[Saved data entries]
Content starts

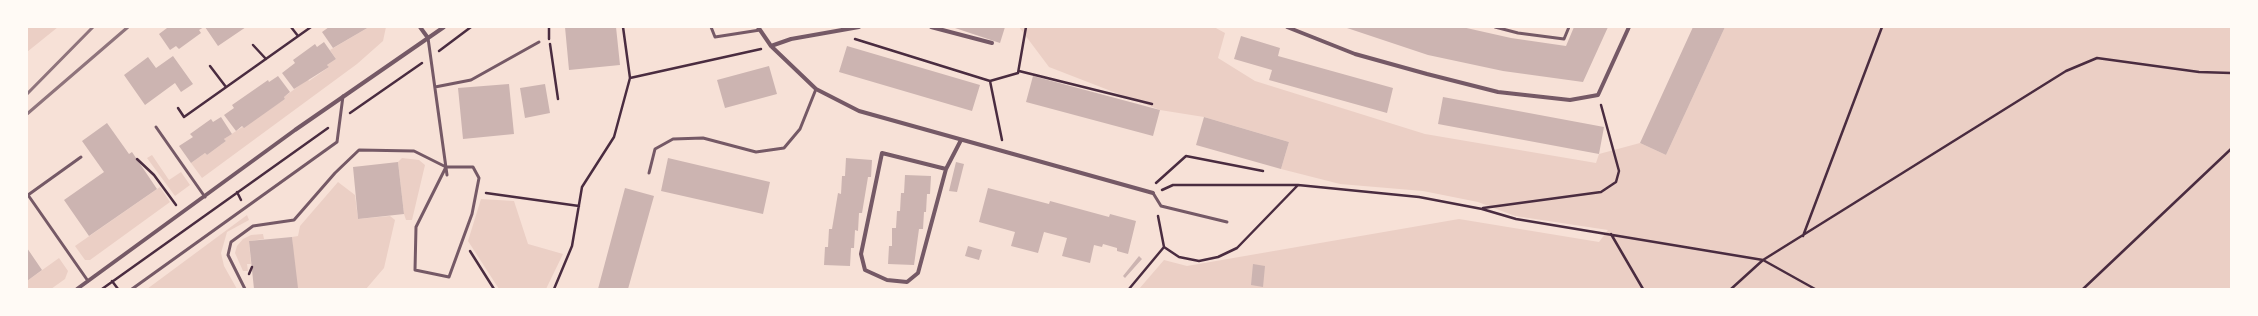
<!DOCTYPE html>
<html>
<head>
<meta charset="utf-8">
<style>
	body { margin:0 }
	#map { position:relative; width:2258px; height:316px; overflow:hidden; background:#f7e1d7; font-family:Quicksand,sans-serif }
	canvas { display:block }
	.frame { position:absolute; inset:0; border:28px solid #fffaf5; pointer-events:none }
</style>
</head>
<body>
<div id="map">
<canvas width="2258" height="316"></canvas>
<div class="frame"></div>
</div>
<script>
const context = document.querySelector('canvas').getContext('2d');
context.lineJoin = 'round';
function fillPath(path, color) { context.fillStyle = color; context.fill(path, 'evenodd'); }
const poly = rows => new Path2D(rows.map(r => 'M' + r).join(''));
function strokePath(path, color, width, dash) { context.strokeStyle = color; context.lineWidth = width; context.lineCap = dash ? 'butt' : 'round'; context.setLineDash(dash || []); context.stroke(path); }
fillPath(poly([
	[27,27,58,27,27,52],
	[369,27,386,27,383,41,357,64,202,178,191,163,205,153,207,155,226,141,224,139,285,99,284,97,308,79,309,81,329,67,327,65,336,59,330,50],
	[1019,27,1214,27,1225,33,1218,58,1255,81,1425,134,1596,163,1599,154,1640,143,1666,155,1725,27,2231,27,2231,289,1139,289,1164,260,1187,266,1459,219,1599,242,1608,230,1515,216,1478,202,1423,191,1340,184,1281,169,1289,142,1204,117,1160,110,1049,67],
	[152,155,169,180,181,172,190,185,175,196,147,158],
	[402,158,419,160,425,165,412,220,406,220,404,214,398,162],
	[338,182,355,195,358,219,390,216,395,220,384,268,366,289,296,289,292,237,298,236,300,226],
	[160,187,170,202,90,260,85,260,75,246],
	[481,199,514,201,528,244,563,254,546,289,499,289,468,241],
	[247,215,249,220,227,232,221,253,224,266,237,289,147,289],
	[263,234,264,239,249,241,251,264,247,264,248,271,243,271,235,253,237,246,243,239,251,235],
	[59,258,68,271,65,279,51,289,27,289,27,281]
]), '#ebcfc5');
fillPath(poly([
	[166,27,204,27,199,30,201,33,179,49,176,46,170,50,159,34,167,28],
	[205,27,246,27,218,46],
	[329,27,369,27,333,48,322,32],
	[565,27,616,27,620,65,569,70],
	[952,27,1005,27,1000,43],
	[1344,27,1462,27,1511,38,1566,46,1574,27,1608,27,1583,82,1503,71,1428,55],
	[1693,27,1725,27,1666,155,1640,143],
	[1241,36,1280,48,1278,56,1393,88,1387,113,1269,80,1272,70,1234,59],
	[324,42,336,59,327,65,329,67,294,89,282,73,295,63,293,60,315,44,317,47],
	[847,46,980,85,972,111,839,72],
	[173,56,193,84,181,92,175,83,145,105,124,75,148,57,156,68],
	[769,66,777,94,725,108,717,80],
	[278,76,290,92,284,97,285,99,244,128,242,126,236,131,224,115,234,108,232,105,268,80,269,82],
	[1033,76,1160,110,1153,136,1026,102],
	[509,84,514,134,463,139,458,88],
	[545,84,550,113,525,118,520,88],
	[1443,97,1604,127,1599,154,1438,124],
	[221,117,232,134,224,139,226,141,207,155,205,153,191,163,179,146,193,137,190,134,211,119,213,122],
	[1204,117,1289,142,1281,169,1196,145],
	[107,123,129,154,132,152,157,189,89,236,64,200,104,172,82,141],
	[668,158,770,182,763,214,661,191],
	[846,158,872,160,871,177,868,177,862,213,859,213,858,231,855,230,854,248,851,248,850,266,824,265,825,247,828,247,829,229,832,229,838,193,841,194,842,176,845,176],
	[398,162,404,214,358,219,353,167],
	[956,162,964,164,957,192,949,191],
	[905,175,931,176,930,194,927,194,926,212,924,212,923,229,919,229,914,265,888,264,889,246,892,246,892,228,896,228,897,211,900,211,901,193,904,193],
	[625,188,654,196,628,289,598,289],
	[988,188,1049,204,1050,201,1109,217,1110,214,1136,221,1128,254,1117,251,1117,248,1103,244,1102,247,1094,245,1090,263,1062,256,1067,238,1044,232,1038,253,1011,246,1015,232,979,222],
	[292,237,298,288,254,289,249,241],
	[968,246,982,250,979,260,965,256],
	[27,248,42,270,27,281],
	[1139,256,1142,259,1125,278,1123,276],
	[1253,264,1265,266,1263,287,1251,285]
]), '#ccb4b1');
strokePath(poly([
	[291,27,298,36],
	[549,27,549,39],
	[855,39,990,81],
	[550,44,558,99],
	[253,45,266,59],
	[439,51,471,27],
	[210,66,226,87],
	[1019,71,1152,104],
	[630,78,761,49],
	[178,108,184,117,311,27],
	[350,113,422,63],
	[1002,140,990,81,1018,73,1026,27],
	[137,159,154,175,176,205],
	[1156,183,1186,156,1263,171],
	[1162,190,1173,185,1298,185,1419,197,1482,209,1516,219,1763,260,1815,289],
	[237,192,241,200],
	[486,193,579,206],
	[1483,208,1601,192,1616,182,1619,171,1601,105],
	[1611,234,1643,289],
	[1803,236,1882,27],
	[1164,247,1179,257,1199,261,1218,257,1237,248,1298,185],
	[470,251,494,289],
	[249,274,252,267],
	[112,281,118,289],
	[102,289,328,128],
	[554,289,572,246,582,187,614,137,630,78,623,27],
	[1129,289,1164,247,1158,216],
	[1731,289,1763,260,2066,71,2097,58,2199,72,2231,73],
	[2083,289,2231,149]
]), '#4a2c40', 2.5);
strokePath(poly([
	[711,27,715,37,760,30],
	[1495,27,1518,33,1564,39,1569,27],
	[428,38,447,175],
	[435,87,471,80,539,42],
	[156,127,205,197],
	[649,173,655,149,673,139,703,138,756,152,784,148,800,129,816,89],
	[1153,193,1161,206,1227,222],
	[28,195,81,157],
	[27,196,28,195,88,281],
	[132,289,337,142,343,96],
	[245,289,228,255,231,242,253,226,294,220,335,173,359,150,414,151,446,167,473,167,479,178,472,214,449,277,415,270,416,227,446,167]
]), '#755966', 3);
strokePath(poly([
	[420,27,428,38],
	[758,27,771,46,816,89,859,111,1153,193],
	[931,27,992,43],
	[1287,27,1355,54,1427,74,1498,92,1570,100,1598,95,1629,27],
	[771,46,791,39,859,27],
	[946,169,918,273,907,282,887,280,865,270,861,254,882,153,946,169,961,140],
	[77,289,295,130,444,27]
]), '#755966', 4);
strokePath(poly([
	[27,94,93,27],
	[27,114,128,27]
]), '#8f747c', 3);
</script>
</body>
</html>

Content ends

▶ Exercise brief
Starting with the first line of the data above and ending with the line containing "const poly = rows", please restate every line exactly, leaving images out.

▶ Answer section
<!DOCTYPE html>
<html>
<head>
<meta charset="utf-8">
<style>
	body { margin:0 }
	#map { position:relative; width:2258px; height:316px; overflow:hidden; background:#f7e1d7; font-family:Quicksand,sans-serif }
	canvas { display:block }
	.frame { position:absolute; inset:0; border:28px solid #fffaf5; pointer-events:none }
</style>
</head>
<body>
<div id="map">
<canvas width="2258" height="316"></canvas>
<div class="frame"></div>
</div>
<script>
const context = document.querySelector('canvas').getContext('2d');
context.lineJoin = 'round';
function fillPath(path, color) { context.fillStyle = color; context.fill(path, 'evenodd'); }
const poly = rows => new Path2D(rows.map(r => 'M' + r).join(''));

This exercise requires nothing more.